Tresler spoke lightly and finished up with a laugh. But he didn’t feel like laughter. This objection came as a shock to him. He had pictured such a different meeting.

Diane shook her head. “I can say all I have to say in less time than that, Jack. Promise me that you will not misunderstand me. You know my heart, dear. It is all yours, but, but—Jack, I did not tell all I knew at the inquest.”

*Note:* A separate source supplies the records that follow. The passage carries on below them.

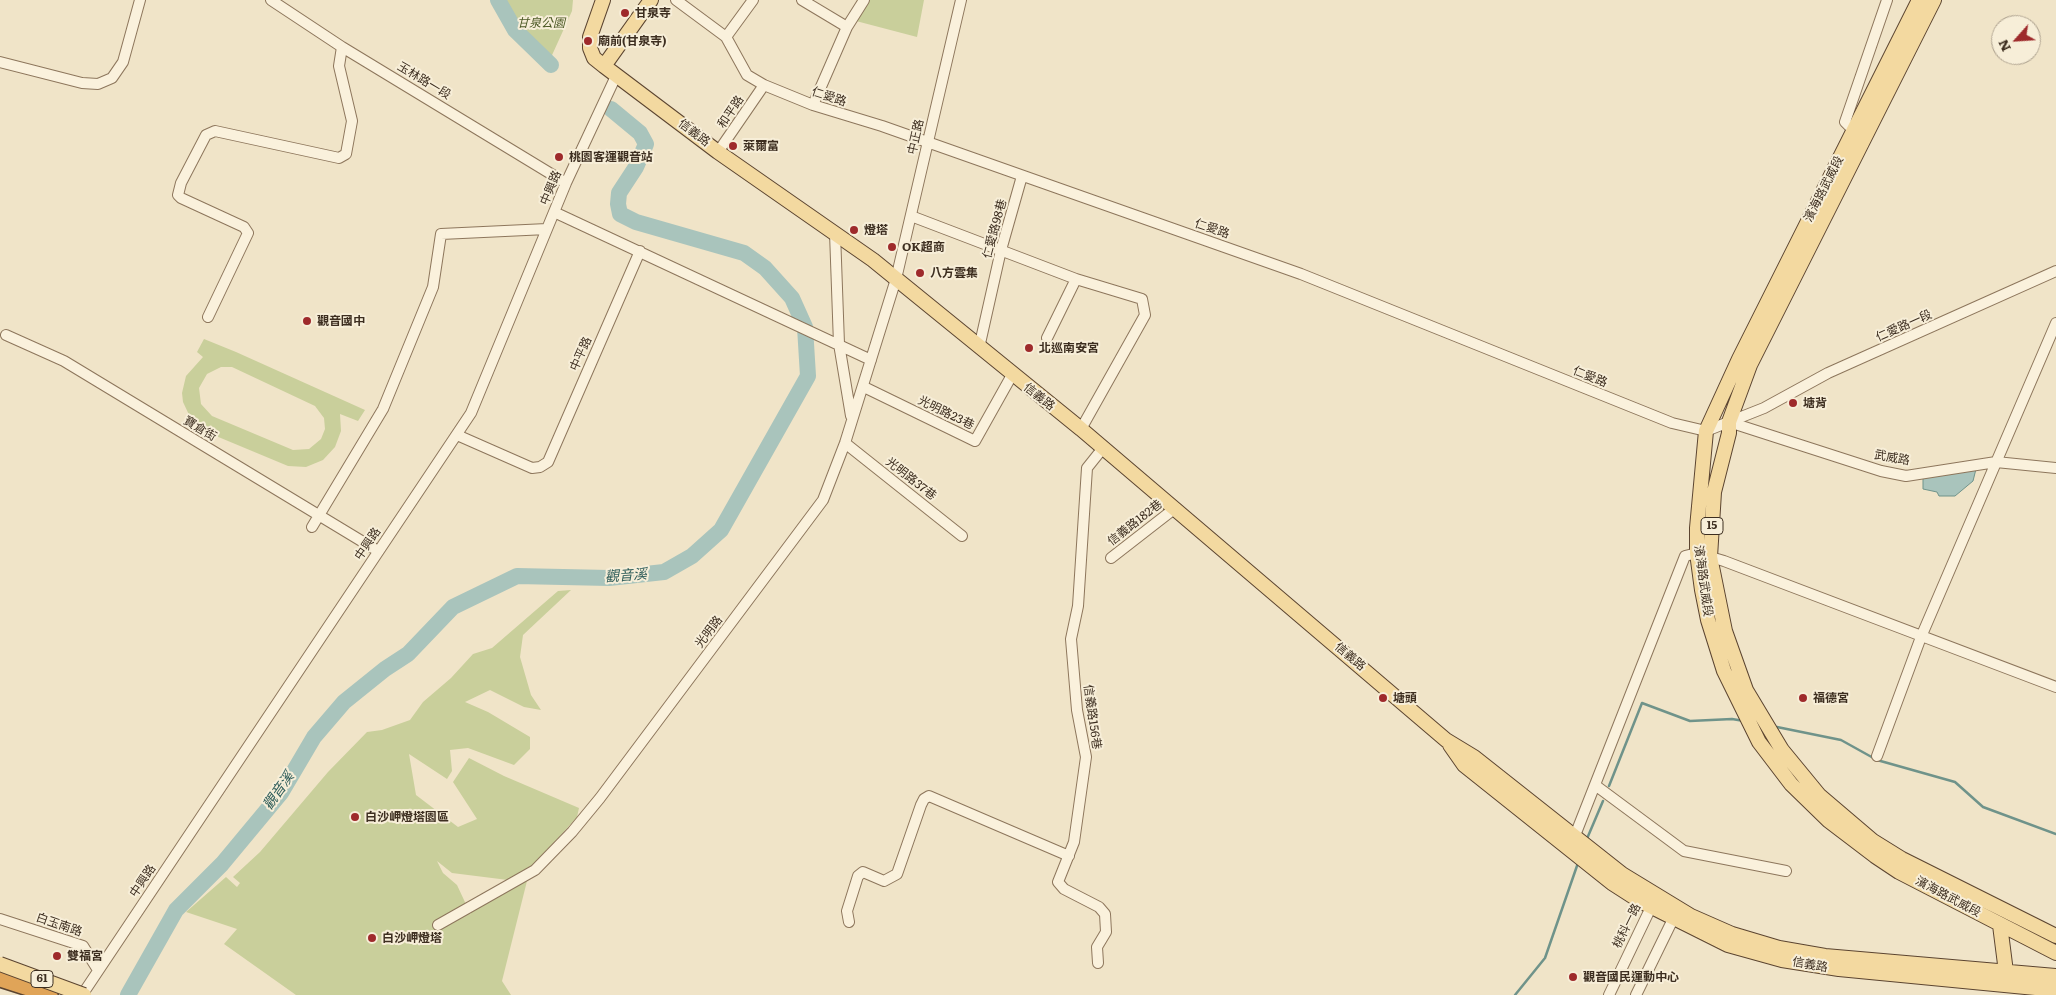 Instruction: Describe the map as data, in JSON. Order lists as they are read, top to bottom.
{
  "streets": {
    "highway": ["61"],
    "main road": ["信義路", "濱海路武威段", "15"],
    "street": [
      "玉林路一段",
      "仁愛路",
      "和平路",
      "中正路",
      "中興路",
      "仁愛路98巷",
      "仁愛路一段",
      "中平路",
      "光明路23巷",
      "寶倉街",
      "武威路",
      "光明路37巷",
      "信義路182巷",
      "光明路",
      "信義路156巷",
      "白玉南路",
      "桃科一路"
    ]
  },
  "crossings": [
    ["玉林路一段", "中興路"],
    ["仁愛路", "和平路"],
    ["仁愛路", "中正路"],
    ["仁愛路", "濱海路武威段"],
    ["仁愛路", "仁愛路98巷"],
    ["和平路", "信義路"],
    ["信義路", "中正路"],
    ["信義路", "中興路"],
    ["信義路", "仁愛路98巷"],
    ["信義路", "光明路23巷"],
    ["信義路", "信義路182巷"],
    ["信義路", "光明路"],
    ["信義路", "信義路156巷"],
    ["信義路", "桃科一路"],
    ["中正路", "光明路"],
    ["中興路", "中平路"],
    ["中興路", "寶倉街"],
    ["中興路", "白玉南路"],
    ["中興路", "61"],
    ["濱海路武威段", "仁愛路一段"],
    ["濱海路武威段", "武威路"],
    ["仁愛路一段", "武威路"],
    ["光明路37巷", "光明路"]
  ],
  "water": ["觀音溪"],
  "parks": ["甘泉公園"],
  "places": [
    "甘泉寺",
    "廟前(甘泉寺)",
    "萊爾富",
    "桃園客運觀音站",
    "燈塔",
    "OK超商",
    "八方雲集",
    "觀音國中",
    "北巡南安宮",
    "塘背",
    "塘頭",
    "福德宮",
    "白沙岬燈塔園區",
    "白沙岬燈塔",
    "雙福宮",
    "觀音國民運動中心"
  ],
  "north": "bottom left"
} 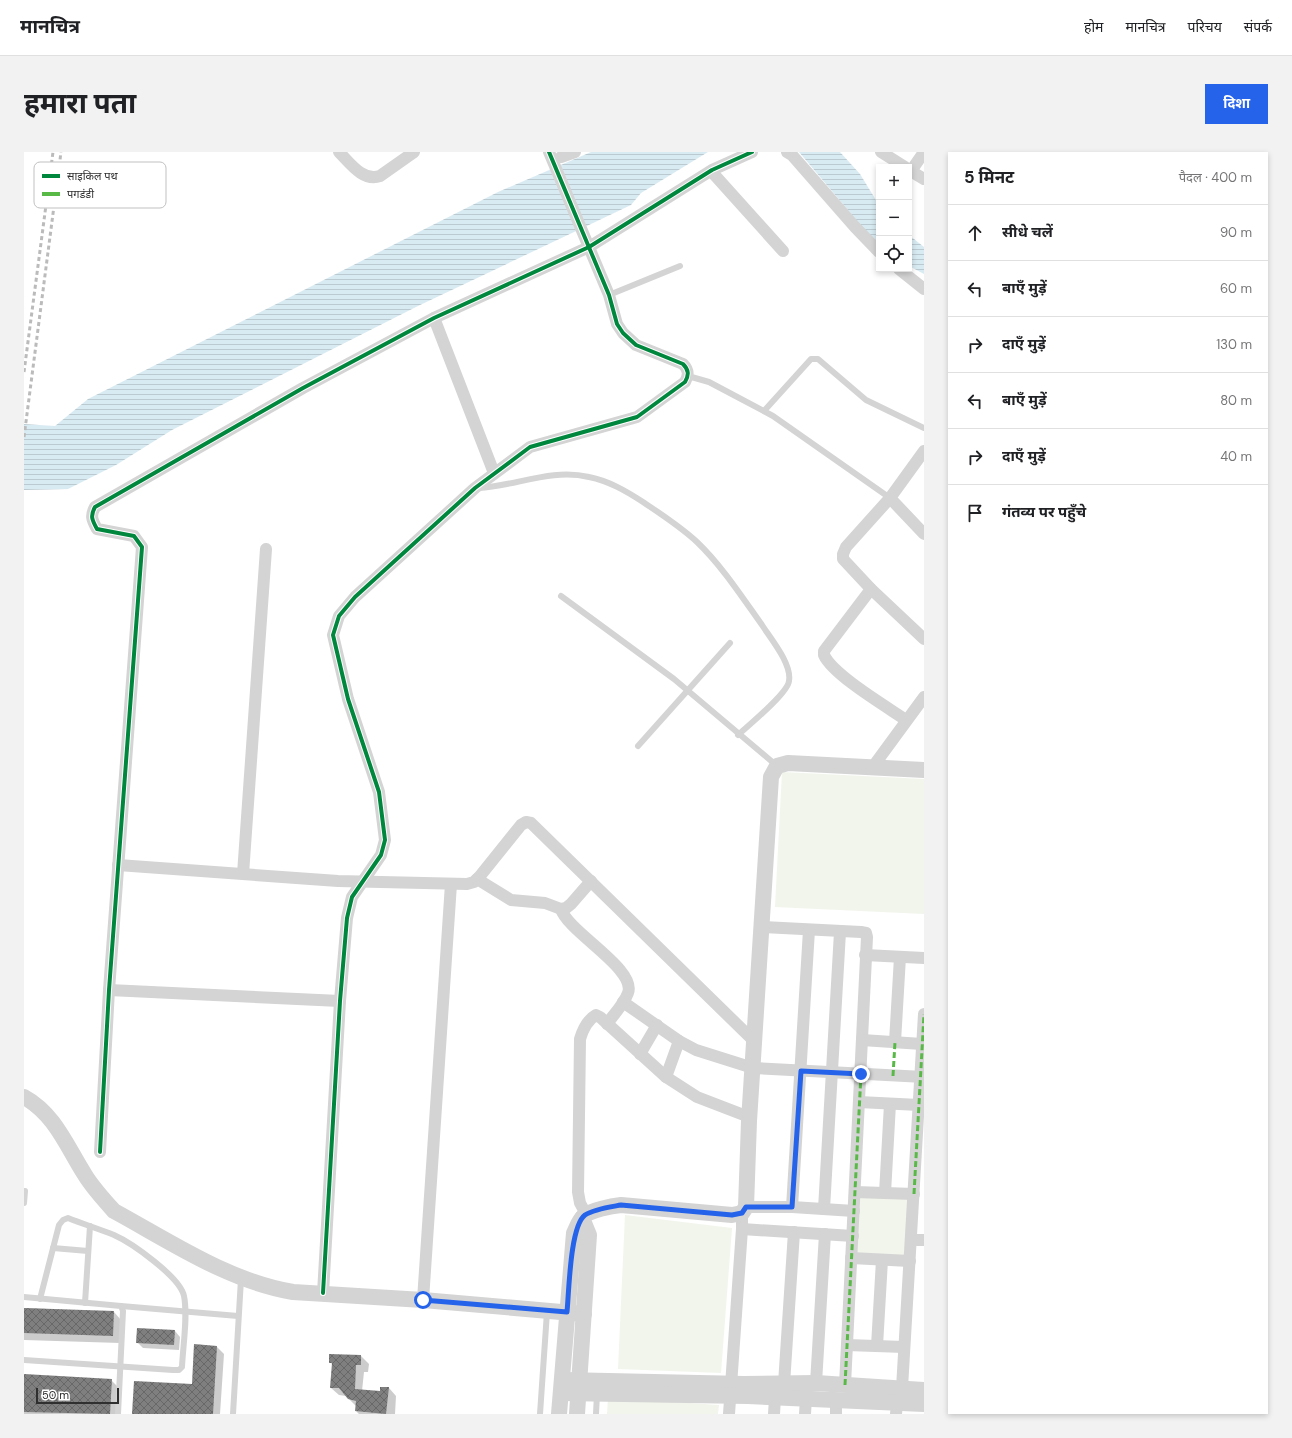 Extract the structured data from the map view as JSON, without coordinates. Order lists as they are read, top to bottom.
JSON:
{
  "legend": ["साइकिल पथ", "पगडंडी"],
  "scale_bar": "50 m",
  "page": {
    "header": "मानचित्र",
    "nav": [
      "होम",
      "मानचित्र",
      "परिचय",
      "संपर्क"
    ],
    "buttons": "दिशा",
    "title": "हमारा पता",
    "heading": ["5 मिनट", "पैदल · 400 m"],
    "map_buttons": ["+", "−"],
    "list": [
      ["सीधे चलें", "90 m"],
      ["बाएँ मुड़ें", "60 m"],
      ["दाएँ मुड़ें", "130 m"],
      ["बाएँ मुड़ें", "80 m"],
      ["दाएँ मुड़ें", "40 m"],
      "गंतव्य पर पहुँचे"
    ],
    "scale": "50 m"
  }
} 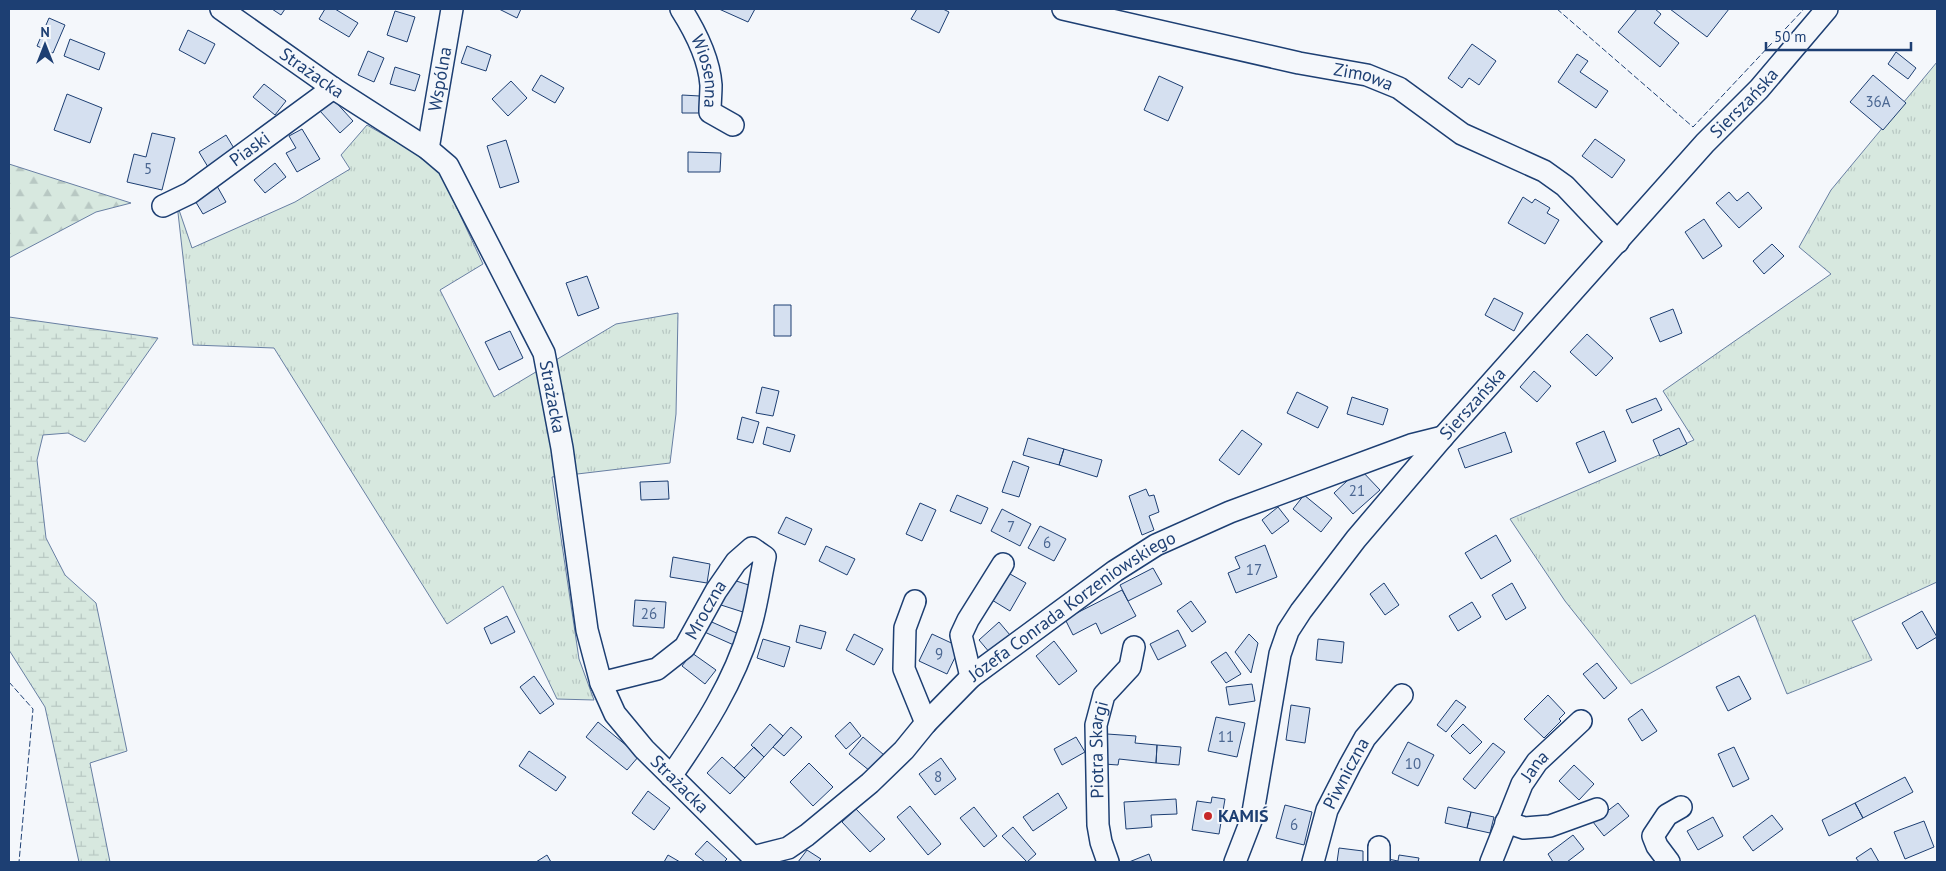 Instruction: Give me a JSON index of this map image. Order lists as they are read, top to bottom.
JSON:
{
  "streets": {
    "street": [
      "Wiosenna",
      "Strażacka",
      "Zimowa",
      "Wspólna",
      "Sierszańska",
      "Piaski",
      "Józefa Conrada Korzeniowskiego",
      "Mroczna",
      "Piotra Skargi",
      "Jana",
      "Piwniczna"
    ]
  },
  "crossings": [
    ["Strażacka", "Wspólna"],
    ["Strażacka", "Piaski"],
    ["Strażacka", "Józefa Conrada Korzeniowskiego"],
    ["Strażacka", "Mroczna"],
    ["Zimowa", "Sierszańska"],
    ["Sierszańska", "Józefa Conrada Korzeniowskiego"]
  ],
  "places": ["KAMIŚ"],
  "house_numbers": [
    "36A",
    "5",
    "21",
    "7",
    "6",
    "17",
    "26",
    "9",
    "11",
    "10",
    "8",
    "6"
  ],
  "scale_bar": "50 m",
  "north": "top"
}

She paused, but Tresler made no offer to help her out. “I knew father could see at night. He was what Mr. Osler calls a—Nyc—Nyctalops. That’s it. It’s some strange disease and not real blindness at all, as far as I can make out. He simply couldn’t see in daylight because there was something about his eyes which let in so much light, that all sense of vision was paralyzed, and at such time he suffered intense pain. But when evening came, in the moonlight, or late twilight; in fact at any time when there was no glare of light, just a soft radiance, he could not only see but was possessed of peculiarly acute vision. How he kept his secret for so many years I don’t know. I understand why he did, but, even now, I cannot understand what drove him to commit the dreadful deeds he did, so wealthy and all as he was.”

Tresler thought he could guess pretty closely. But he waited for her to go on.

“Jack, I discovered that he could see at night when you were ill, just before you recovered consciousness,” she went on, in a solemn, awestruck tone.

“Ah!”

“Yes, while you were lying there insensible you narrowly escaped being murdered.”

Again she paused, and shuddered visibly.

“I was afraid of something. His conduct when you were brought in warned me. He seemed to resent your existence; he certainly resented your being in the house, but most of all my attendance on you. I was very watchful, but the strain was too much, and, one night, feeling that the danger of sleep for me was very real, I barricaded the stairs. I did my utmost to keep awake, but foolishly sat down on my own bed and fell asleep. Then I awoke with a start; I can’t say what woke me. Anyway, realizing I had slept, I became alarmed for you. I picked up the light and went out into the hall, where I found my barricade removed——”

“Yes, and your father at my bedside, with his hands at my throat.”